SBIR Phase I: A Cocktail Party Technology: Real-Time Conversation Separation from Background Voices and Sounds

Period of Performance: 12/01/2016 - 05/31/2017


Phase 1 SBIR

Recipient Firm

Yobe Inc
21 Mill Street 2nd Floor
Wethersfield, CT 06109
Firm POC, Principal Investigator


The broader impact/commercial potential of this Small Business Innovation Research (SBIR) Phase I project is that it will for the first time make it possible to create voice technologies whose performance in speech and speaker recognition does not significantly degrade due to the presence of interfering voices or environmental sounds. This issue has kept many voice technologies out of both the mobile and IoT markets. It is expected that the company's unique artificial intelligence platform will deliver a fully scalable, real-time software solution. Solving this challenge will make the currently noisy world of smartphones more realistic for voice technologies (like voice authentication) that to date have avoided the space. This Small Business Innovation Research Phase I project concerns a novel technology that is the result of innovatively combining advanced signal processing, broadcast studio methodologies, and artificial intelligence techniques to perform aggressive separation of voice from background voices and sounds.
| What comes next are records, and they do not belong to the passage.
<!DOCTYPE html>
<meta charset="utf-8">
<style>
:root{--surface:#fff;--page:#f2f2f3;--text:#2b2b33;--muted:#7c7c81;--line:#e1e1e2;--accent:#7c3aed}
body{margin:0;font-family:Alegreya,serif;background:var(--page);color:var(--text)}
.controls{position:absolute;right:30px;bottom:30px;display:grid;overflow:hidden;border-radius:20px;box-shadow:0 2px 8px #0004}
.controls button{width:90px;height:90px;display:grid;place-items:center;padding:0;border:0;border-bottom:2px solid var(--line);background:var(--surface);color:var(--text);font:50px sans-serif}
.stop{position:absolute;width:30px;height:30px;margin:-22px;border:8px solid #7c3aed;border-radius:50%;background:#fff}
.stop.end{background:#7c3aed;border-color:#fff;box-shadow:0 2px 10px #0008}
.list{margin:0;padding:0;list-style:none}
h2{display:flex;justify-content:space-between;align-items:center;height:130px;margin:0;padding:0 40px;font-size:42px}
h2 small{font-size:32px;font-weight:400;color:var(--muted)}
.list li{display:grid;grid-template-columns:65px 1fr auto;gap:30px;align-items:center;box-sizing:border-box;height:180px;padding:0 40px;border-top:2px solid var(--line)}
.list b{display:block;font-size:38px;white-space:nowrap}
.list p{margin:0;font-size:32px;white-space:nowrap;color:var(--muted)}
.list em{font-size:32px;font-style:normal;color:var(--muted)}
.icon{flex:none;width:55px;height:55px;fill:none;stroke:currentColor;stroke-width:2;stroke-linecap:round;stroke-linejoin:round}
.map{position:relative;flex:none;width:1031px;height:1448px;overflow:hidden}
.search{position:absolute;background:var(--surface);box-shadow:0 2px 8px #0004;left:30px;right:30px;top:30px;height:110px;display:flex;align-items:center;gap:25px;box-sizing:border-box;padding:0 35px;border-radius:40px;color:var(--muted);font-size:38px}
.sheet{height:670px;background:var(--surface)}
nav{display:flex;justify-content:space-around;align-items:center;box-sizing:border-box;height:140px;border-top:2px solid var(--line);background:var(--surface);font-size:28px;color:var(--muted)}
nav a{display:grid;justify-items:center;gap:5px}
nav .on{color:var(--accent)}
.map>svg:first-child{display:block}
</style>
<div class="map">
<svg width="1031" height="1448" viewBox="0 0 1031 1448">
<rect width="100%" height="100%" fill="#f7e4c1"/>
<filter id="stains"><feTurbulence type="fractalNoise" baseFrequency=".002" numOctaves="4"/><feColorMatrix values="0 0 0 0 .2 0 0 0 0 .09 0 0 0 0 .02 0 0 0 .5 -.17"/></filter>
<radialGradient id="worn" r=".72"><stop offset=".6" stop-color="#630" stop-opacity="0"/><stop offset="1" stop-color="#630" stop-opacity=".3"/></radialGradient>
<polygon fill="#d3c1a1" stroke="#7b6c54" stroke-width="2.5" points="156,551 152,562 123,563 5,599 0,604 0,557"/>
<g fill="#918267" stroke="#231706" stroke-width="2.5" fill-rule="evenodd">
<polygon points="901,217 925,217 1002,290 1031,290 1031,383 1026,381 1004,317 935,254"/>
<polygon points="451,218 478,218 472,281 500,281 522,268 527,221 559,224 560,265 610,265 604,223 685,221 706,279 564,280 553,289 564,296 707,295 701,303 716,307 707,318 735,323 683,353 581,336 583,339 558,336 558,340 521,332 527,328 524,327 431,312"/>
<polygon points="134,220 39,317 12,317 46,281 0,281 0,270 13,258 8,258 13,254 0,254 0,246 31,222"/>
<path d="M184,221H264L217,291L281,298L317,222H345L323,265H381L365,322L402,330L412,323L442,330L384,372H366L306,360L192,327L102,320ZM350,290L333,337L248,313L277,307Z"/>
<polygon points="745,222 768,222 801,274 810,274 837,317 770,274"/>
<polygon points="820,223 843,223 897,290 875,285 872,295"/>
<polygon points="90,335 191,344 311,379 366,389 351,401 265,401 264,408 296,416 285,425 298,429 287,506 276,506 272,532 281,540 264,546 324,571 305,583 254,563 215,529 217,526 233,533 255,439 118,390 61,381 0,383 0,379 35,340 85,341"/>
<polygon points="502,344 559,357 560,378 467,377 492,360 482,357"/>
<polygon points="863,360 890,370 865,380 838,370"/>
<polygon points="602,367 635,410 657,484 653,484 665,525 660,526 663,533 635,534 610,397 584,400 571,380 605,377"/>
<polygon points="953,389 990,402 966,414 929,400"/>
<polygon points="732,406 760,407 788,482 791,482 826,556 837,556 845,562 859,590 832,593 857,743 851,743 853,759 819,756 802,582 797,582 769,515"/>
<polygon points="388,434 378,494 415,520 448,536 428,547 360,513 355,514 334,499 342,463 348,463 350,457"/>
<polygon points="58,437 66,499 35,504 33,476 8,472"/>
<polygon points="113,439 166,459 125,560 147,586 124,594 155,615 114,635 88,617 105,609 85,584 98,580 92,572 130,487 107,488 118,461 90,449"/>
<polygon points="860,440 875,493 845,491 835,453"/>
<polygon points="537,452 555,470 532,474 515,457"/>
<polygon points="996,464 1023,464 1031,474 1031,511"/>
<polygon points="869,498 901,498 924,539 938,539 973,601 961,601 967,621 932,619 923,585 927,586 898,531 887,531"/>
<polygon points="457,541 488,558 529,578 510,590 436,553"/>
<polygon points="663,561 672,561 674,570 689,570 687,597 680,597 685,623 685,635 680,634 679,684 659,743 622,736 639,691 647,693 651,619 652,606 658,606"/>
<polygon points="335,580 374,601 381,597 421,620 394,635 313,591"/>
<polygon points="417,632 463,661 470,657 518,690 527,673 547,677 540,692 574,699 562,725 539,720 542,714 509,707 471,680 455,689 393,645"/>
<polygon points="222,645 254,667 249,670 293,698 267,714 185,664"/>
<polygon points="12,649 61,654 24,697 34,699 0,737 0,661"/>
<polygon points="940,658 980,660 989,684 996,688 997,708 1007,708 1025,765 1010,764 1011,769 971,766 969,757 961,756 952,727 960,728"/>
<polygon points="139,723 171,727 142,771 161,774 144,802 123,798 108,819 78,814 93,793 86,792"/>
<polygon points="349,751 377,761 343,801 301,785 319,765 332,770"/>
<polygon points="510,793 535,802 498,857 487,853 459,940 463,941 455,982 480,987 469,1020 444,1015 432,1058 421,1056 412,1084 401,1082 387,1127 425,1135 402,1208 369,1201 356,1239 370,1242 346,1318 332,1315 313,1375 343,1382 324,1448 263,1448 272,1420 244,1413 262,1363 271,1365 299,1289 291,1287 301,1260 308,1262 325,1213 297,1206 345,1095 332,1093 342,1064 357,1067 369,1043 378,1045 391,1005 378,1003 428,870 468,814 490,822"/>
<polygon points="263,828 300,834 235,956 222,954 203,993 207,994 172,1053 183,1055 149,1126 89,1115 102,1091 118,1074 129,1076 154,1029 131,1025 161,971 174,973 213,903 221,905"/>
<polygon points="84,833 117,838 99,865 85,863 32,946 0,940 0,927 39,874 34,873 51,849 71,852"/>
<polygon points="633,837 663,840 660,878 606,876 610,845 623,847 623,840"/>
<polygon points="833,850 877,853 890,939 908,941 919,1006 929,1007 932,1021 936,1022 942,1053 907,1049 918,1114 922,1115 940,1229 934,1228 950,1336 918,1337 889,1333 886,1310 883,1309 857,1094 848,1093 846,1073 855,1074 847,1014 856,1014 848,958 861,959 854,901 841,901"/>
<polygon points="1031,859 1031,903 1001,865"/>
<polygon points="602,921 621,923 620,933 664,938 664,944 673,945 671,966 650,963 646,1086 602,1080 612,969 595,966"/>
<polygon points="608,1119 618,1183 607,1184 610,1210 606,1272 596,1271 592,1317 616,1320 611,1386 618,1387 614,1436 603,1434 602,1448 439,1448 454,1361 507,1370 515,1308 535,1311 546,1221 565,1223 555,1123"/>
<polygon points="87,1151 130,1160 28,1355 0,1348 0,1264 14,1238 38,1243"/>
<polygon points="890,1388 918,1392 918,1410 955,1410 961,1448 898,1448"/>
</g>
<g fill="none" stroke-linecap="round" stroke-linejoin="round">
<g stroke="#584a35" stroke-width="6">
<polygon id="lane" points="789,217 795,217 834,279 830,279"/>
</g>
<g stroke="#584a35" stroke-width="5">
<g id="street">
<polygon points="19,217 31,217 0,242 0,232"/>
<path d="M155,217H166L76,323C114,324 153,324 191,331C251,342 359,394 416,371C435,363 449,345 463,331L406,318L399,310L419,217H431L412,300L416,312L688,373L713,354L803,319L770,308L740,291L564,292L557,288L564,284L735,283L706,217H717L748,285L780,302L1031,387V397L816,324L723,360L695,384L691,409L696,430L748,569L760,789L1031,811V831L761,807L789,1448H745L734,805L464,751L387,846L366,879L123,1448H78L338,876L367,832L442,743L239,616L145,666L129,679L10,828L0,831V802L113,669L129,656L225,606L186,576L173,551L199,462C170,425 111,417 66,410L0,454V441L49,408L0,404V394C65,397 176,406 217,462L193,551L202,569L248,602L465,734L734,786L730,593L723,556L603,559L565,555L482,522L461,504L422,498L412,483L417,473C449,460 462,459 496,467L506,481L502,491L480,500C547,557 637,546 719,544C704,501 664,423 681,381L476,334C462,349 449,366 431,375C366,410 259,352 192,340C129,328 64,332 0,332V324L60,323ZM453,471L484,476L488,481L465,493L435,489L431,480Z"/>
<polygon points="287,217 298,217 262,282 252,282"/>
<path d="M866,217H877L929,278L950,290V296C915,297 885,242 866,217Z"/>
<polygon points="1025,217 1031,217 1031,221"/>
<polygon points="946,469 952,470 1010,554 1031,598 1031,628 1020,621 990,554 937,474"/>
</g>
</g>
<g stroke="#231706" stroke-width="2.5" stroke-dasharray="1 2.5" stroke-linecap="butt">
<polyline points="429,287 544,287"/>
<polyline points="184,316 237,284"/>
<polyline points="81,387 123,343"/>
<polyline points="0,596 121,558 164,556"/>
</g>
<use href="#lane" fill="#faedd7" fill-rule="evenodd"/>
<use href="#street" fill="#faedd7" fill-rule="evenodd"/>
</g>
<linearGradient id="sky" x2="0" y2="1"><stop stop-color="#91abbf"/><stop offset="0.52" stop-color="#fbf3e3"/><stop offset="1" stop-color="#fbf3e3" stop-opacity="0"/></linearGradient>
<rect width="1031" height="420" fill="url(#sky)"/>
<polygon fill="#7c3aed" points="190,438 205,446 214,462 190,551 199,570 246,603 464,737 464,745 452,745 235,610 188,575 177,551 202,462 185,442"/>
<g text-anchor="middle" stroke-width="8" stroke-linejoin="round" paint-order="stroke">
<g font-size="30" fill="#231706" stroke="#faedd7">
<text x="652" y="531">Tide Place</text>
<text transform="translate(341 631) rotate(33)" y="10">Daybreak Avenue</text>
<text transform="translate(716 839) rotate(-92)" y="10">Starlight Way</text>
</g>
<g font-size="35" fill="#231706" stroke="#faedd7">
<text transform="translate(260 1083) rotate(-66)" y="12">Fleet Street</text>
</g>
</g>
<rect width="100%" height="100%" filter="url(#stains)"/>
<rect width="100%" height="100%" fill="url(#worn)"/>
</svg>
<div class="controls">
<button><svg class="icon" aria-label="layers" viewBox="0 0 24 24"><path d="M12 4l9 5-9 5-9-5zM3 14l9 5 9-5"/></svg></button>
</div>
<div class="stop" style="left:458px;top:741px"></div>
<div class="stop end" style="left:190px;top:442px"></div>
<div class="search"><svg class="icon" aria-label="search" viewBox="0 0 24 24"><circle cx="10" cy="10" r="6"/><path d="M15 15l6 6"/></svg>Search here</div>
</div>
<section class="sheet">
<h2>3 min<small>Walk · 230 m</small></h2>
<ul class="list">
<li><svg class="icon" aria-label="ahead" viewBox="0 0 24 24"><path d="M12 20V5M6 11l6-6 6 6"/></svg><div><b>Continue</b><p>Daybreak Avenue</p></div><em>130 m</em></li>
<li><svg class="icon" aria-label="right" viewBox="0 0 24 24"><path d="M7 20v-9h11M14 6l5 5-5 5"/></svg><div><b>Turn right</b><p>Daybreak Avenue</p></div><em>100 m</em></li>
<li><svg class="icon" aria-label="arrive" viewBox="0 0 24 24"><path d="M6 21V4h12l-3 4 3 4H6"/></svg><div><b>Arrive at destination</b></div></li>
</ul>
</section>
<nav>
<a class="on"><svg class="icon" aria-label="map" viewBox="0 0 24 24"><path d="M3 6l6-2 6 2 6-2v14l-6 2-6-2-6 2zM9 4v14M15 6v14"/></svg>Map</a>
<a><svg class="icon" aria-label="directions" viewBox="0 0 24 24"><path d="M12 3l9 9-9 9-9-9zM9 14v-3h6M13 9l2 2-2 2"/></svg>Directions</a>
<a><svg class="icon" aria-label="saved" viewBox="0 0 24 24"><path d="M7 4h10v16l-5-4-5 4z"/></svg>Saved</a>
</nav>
It also automatically repairs the biometrics of the separated voice signals on the basis of empirically formulated signal-dependent rules. The technology has already been demonstrated through informal tests to be significantly better than existing technologies in separating two-person conversations from highly overlapped background voices and sounds captured on a pair of closely spaced (few centimeters) omnidirectional microphones. This SBIR Phase I project seeks to firmly establish the clear superiority of this technology over any other existing voice separation technology. The ultimate goal of the project is to demonstrate that when the proposed technology is properly optimized as a frontend to state-of-the-art automatic speech recognition or state-of-the-art automatic speaker recognition, the recognition error rates in noisy multi-voice environments are comparable to those obtained in noiseless single-voice environments.